Hack Hired To Represent Republican Senators Issues Farcically Partisan Document
The outside prosecutor Senate Republicans hired to lead the questioning in last week’s hearing about the sexual assault allegations against Brett M. Kavanaugh is arguing in a new memo why she would not bring criminal charges against the Supreme Court nominee.
In the five-page memo, obtained by The Washington Post, Rachel Mitchell outlines more than half a dozen reasons why she thinks the testimony of Christine Blasey Ford — who has accused Kavanaugh of assaulting her at a house in suburban Maryland when they were teenagers in the early 1980s — has some key inconsistencies.
“A ‘he said, she said’ case is incredibly difficult to prove. But this case is even weaker than that,” Mitchell writes in the memo, sent Sunday night to all Senate Republicans. “Dr. Ford identified other witnesses to the event, and those witnesses either refuted her allegations or failed to corroborate them.”
Mitchell continued: “For the reasons discussed below, I do not think that a reasonable prosecutor would bring this case based on the evidence before the [Senate Judiciary] Committee. Nor do I believe that this evidence is sufficient to satisfy the preponderance-of-the-evidence standard.”
The memo is likely to prompt significant pushback from Democratic senators, who have argued that Ford is not on trial and that Kavanaugh is merely interviewing for a job. But the memo is clearly aimed at assuaging the concerns of a handful of GOP senators who are on the fence about whether to vote to confirm Kavanaugh and are considering whose story — Ford’s or Kavanaugh’s — to believe.
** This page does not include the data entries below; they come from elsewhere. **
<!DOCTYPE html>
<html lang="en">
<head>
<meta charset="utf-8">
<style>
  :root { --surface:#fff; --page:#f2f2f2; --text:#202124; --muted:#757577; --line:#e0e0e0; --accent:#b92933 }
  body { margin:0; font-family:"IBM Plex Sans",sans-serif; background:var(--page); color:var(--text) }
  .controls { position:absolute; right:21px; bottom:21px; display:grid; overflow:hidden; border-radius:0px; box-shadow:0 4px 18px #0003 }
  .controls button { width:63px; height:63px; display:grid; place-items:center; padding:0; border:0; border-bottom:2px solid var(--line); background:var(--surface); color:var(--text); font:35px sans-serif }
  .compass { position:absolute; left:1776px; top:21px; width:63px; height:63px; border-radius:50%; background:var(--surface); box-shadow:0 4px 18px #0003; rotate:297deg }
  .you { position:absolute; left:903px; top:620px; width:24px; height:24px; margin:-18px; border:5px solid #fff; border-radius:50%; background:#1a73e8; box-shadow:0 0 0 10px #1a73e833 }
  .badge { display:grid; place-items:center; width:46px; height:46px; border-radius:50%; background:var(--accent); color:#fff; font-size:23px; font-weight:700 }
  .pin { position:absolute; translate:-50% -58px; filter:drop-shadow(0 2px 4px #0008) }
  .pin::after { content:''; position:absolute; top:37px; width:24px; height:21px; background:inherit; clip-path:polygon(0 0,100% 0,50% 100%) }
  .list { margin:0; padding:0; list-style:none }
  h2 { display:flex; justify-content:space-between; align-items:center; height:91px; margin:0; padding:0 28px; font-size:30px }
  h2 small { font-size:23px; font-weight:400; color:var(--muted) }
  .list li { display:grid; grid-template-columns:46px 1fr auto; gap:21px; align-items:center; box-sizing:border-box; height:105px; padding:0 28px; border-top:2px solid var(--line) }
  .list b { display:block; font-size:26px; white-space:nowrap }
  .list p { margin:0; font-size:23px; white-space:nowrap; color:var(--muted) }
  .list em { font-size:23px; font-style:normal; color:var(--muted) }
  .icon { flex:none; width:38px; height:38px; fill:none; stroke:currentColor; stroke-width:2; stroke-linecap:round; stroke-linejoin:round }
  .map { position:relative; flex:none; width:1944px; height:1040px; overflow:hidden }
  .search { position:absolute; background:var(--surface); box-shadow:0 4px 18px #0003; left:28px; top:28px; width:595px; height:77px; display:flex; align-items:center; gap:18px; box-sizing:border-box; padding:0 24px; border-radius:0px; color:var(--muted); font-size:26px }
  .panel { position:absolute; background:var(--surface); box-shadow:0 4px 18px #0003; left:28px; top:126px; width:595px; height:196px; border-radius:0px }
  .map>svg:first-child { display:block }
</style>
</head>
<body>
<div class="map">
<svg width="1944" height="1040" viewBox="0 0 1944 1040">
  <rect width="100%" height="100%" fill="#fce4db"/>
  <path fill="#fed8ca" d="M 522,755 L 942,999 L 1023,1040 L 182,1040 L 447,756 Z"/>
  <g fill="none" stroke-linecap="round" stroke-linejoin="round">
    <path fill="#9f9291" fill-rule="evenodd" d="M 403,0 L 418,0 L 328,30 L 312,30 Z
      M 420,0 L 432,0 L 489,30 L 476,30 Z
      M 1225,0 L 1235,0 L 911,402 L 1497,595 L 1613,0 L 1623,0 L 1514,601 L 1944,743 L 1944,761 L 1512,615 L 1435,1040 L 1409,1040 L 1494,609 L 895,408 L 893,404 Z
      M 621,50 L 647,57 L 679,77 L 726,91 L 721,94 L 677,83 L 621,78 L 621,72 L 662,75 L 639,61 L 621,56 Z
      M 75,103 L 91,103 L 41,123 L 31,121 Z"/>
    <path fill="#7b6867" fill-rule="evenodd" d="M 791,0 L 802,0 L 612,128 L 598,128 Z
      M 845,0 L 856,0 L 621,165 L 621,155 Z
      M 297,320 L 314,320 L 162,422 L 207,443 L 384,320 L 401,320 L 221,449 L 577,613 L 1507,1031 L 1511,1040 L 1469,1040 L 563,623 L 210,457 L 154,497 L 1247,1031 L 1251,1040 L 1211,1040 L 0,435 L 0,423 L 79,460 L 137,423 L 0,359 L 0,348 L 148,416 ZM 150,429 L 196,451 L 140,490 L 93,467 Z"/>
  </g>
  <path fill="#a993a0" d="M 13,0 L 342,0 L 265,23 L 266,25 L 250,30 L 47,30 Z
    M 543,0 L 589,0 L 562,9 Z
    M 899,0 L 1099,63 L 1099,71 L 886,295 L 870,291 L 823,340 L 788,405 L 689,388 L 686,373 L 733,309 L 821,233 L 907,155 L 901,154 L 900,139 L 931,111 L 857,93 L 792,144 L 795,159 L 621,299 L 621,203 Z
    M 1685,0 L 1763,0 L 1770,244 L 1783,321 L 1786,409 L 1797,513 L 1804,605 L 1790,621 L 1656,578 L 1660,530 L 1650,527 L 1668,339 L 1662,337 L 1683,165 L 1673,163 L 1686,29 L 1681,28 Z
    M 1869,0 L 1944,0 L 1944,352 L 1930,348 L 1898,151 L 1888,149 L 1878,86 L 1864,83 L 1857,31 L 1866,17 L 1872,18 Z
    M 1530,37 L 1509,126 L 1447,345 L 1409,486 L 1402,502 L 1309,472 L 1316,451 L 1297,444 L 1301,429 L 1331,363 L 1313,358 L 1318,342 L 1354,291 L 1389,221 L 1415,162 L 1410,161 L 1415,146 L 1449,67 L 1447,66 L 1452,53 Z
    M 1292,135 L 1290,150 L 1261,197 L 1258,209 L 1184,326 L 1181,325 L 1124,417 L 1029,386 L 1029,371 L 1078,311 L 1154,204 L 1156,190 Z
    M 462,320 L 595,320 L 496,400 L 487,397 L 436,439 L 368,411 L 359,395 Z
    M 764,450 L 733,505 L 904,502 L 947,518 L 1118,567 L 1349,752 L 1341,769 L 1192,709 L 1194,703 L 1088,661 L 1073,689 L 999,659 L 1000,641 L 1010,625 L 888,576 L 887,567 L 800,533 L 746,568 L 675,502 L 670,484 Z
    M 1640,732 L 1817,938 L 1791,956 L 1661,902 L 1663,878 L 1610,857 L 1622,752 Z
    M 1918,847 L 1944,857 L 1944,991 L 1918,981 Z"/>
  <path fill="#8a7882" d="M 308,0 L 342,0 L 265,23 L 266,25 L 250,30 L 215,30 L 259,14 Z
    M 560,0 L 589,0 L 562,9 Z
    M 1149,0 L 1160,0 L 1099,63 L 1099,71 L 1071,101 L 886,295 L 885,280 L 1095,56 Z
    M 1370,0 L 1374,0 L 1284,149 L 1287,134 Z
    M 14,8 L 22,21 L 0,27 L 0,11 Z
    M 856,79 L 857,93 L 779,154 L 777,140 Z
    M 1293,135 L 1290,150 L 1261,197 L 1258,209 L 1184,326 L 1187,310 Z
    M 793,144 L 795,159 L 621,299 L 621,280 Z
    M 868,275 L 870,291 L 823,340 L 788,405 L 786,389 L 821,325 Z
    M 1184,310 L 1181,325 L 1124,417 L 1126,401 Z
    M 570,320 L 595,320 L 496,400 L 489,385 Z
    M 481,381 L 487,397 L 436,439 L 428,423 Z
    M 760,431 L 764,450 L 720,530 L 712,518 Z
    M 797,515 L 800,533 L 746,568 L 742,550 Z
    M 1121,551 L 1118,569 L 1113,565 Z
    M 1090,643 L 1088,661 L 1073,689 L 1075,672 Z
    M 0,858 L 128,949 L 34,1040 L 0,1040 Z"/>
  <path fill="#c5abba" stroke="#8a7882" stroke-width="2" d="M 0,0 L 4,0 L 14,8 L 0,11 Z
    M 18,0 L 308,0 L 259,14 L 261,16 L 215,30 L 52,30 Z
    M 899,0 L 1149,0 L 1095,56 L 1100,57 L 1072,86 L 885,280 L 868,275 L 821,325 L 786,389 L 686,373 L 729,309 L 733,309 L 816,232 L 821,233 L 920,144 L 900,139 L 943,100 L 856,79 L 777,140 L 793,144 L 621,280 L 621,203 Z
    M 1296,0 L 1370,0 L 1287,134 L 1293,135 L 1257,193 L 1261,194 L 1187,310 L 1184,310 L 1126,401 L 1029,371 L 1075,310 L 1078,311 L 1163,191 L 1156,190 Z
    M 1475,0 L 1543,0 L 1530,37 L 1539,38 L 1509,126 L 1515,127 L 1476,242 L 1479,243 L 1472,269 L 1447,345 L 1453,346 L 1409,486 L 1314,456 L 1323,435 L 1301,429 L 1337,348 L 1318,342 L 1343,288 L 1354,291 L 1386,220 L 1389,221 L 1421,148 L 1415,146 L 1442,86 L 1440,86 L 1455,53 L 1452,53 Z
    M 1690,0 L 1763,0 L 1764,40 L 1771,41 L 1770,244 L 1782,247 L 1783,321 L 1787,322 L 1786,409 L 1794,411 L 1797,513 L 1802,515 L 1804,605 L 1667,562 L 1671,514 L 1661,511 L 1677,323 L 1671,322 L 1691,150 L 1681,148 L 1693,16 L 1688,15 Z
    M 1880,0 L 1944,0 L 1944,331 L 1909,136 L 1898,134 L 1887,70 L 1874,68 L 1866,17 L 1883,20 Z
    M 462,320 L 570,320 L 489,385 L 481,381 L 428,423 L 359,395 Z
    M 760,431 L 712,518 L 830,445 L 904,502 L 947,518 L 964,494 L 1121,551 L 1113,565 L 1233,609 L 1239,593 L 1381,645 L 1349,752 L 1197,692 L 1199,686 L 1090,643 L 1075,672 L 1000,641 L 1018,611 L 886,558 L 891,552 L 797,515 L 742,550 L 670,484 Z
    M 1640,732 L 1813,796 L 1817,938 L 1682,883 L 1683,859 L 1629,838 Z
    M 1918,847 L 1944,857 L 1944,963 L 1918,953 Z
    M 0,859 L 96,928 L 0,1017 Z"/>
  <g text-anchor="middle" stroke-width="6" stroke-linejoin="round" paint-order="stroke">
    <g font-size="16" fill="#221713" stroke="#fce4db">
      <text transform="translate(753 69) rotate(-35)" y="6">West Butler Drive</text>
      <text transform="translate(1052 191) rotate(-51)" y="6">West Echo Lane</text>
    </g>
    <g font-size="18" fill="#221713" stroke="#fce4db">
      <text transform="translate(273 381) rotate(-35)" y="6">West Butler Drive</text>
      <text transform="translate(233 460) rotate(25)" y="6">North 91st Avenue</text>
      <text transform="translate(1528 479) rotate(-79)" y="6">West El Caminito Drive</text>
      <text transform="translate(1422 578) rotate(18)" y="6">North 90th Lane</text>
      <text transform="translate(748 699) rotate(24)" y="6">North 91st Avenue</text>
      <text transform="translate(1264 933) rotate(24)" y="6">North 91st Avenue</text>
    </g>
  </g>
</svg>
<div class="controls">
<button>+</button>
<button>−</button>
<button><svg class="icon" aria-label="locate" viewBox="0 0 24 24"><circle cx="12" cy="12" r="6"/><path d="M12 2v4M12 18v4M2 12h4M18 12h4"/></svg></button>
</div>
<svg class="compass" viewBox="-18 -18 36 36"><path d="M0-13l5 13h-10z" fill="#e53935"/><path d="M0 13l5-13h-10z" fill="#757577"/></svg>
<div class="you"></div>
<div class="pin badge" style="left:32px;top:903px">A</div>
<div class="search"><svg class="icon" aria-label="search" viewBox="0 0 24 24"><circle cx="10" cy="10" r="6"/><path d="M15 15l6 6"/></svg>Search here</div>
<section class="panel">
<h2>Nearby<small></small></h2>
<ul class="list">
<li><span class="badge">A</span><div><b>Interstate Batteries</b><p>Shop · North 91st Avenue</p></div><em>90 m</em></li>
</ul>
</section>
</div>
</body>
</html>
I invite you to read the thing yourself. Here’s the kind of thing that she thinks seriously undermines Blasey Ford’s credibility:
She says she doesn’t like flying, but she has flown on airplanes — including to this hearing! CHECKMATE LIBS!
A few notes:
- Her declaration, in the memo addressed to “all Republican senators,” that this is “weaker” than the typical he said/she said case is reached without considering Kavanaugh’s testimony at all. Evidently, the Republicans on the judiciary do not want a side-by-side comparison, which in addition to the obvious would make plain how trivial the things Mitchell believes or pretends to believe substantially undermine Blasey Ford’s credibility are.
- The document completely loses sight of the fact that Kavanaugh is the person under scrutiny here, making the isolated consideration on Blasey Ford (who Mitchell treats as if she was the one being considered for a life-tenured judicial position) even more problematic.
- This problem is reinforced by the prejudicial language frequently used to describe ordinary behavior by Blasey Ford. (As Garance Franke-Ruta observes. this is a serious problem with sex crimes prosecutors in general.)
- No ally of Trump comes out with their self-respect or dignity intact, and Micthell’s willingness to put her name on this ridiculous document after she was without explanation pulled from questioning because the hearing was getting too close to being engaged in actual fact-finding is certainly a classic example.
I’ll let The Left have the final word:
I may be as unfamiliar with my own Canons of Ethics as I am string theory, but putting out something that make Devin Nunes' "committee reports" seem fair and balanced by comparison can't reflect well upon one as an attorney.
— The Left (@Norbizness2049) October 1, 2018
…good question!
So, the question I have about the Mitchell memo: is this just pure partisan hackery, or is this how Mitchell treats every woman who reports a sexual assault in her jurisdiction?